Today, we deliver you a letter, signed by over 40 faculty and staff from across the disciplines and Commonwealth asking you to lead us forward on climate change. Since Dr. Jonathan Brockopp and I crafted and submitted the letter during the PSU Strategic Planning comments, we have placed the letter online as a petition. It has garnered over 7,000 additional signatures from dozens of countries from Sri Lank to Sweden. Hundreds of them are from Pennsylvania, numerous alumni/ae, and additional Penn State staff and faculty. We have attached the Pennsylvania signatories to this email because they are the citizens our land grant university most directly serves. We have also attached the original letter as well.

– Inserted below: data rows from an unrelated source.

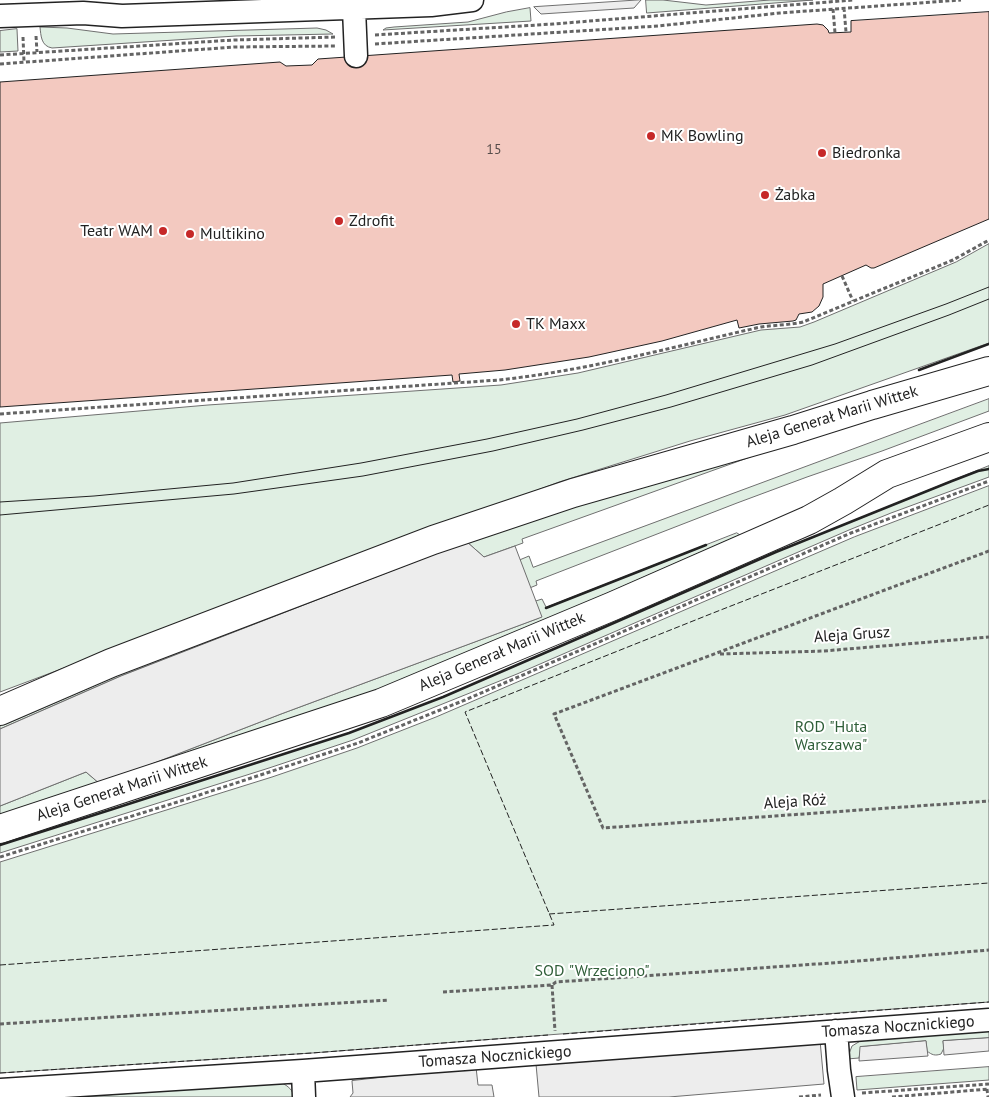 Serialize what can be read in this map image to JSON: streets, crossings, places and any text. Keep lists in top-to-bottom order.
{
  "streets": {
    "main road": ["Aleja Generał Marii Wittek"],
    "street": ["Tomasza Nocznickiego"],
    "path": ["Aleja Grusz", "Aleja Róż"]
  },
  "crossings": [
    ["Aleja Grusz", "Aleja Róż"]
  ],
  "parks": ["ROD \"Huta Warszawa\"", "SOD \"Wrzeciono\""],
  "places": [
    "MK Bowling",
    "Biedronka",
    "Żabka",
    "Zdrofit",
    "Teatr WAM",
    "Multikino",
    "TK Maxx"
  ],
  "house_numbers": ["15"]
}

I would like to take the opportunity to add a few things, some of which Jonathan and I have said in previous emails to Provost Jones. First, we see this as an effort at supporting the work that we know is already happening across our university in research, teaching, outreach, and operations. Second, we see this as a moral issue on which informed people of conscience must come together to act, always imperfectly, to do what they can when and where they can. We deliver this letter to you today for special reasons.

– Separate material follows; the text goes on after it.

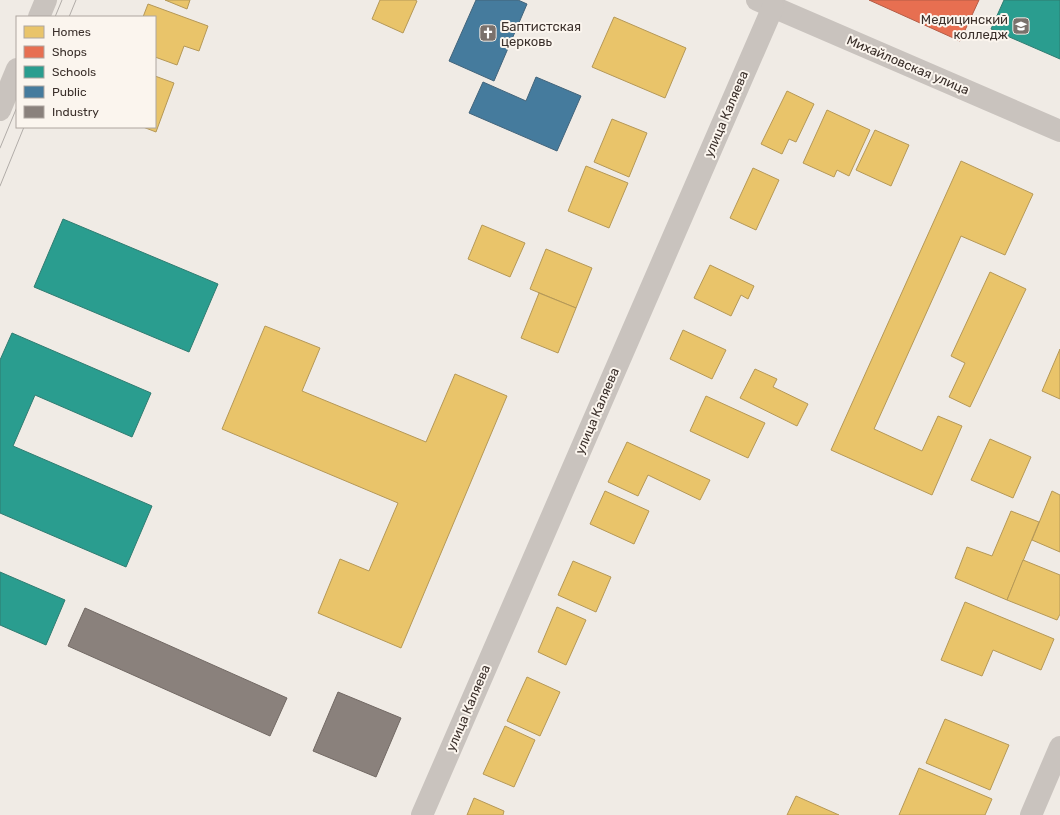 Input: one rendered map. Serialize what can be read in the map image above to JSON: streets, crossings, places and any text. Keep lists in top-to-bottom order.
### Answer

December 2, 2015. We are in the last month of the hottest year recorded by humans on planet earth. We are nearing the end of the 30th year in a row during which every month has been above the average 20th century average. We are in the final month of a year with record-breaking tropical cyclones, unprecedented ice melts, Alaskan and Indonesian wildfires that combine to release more carbon into the atmosphere than the United States economy.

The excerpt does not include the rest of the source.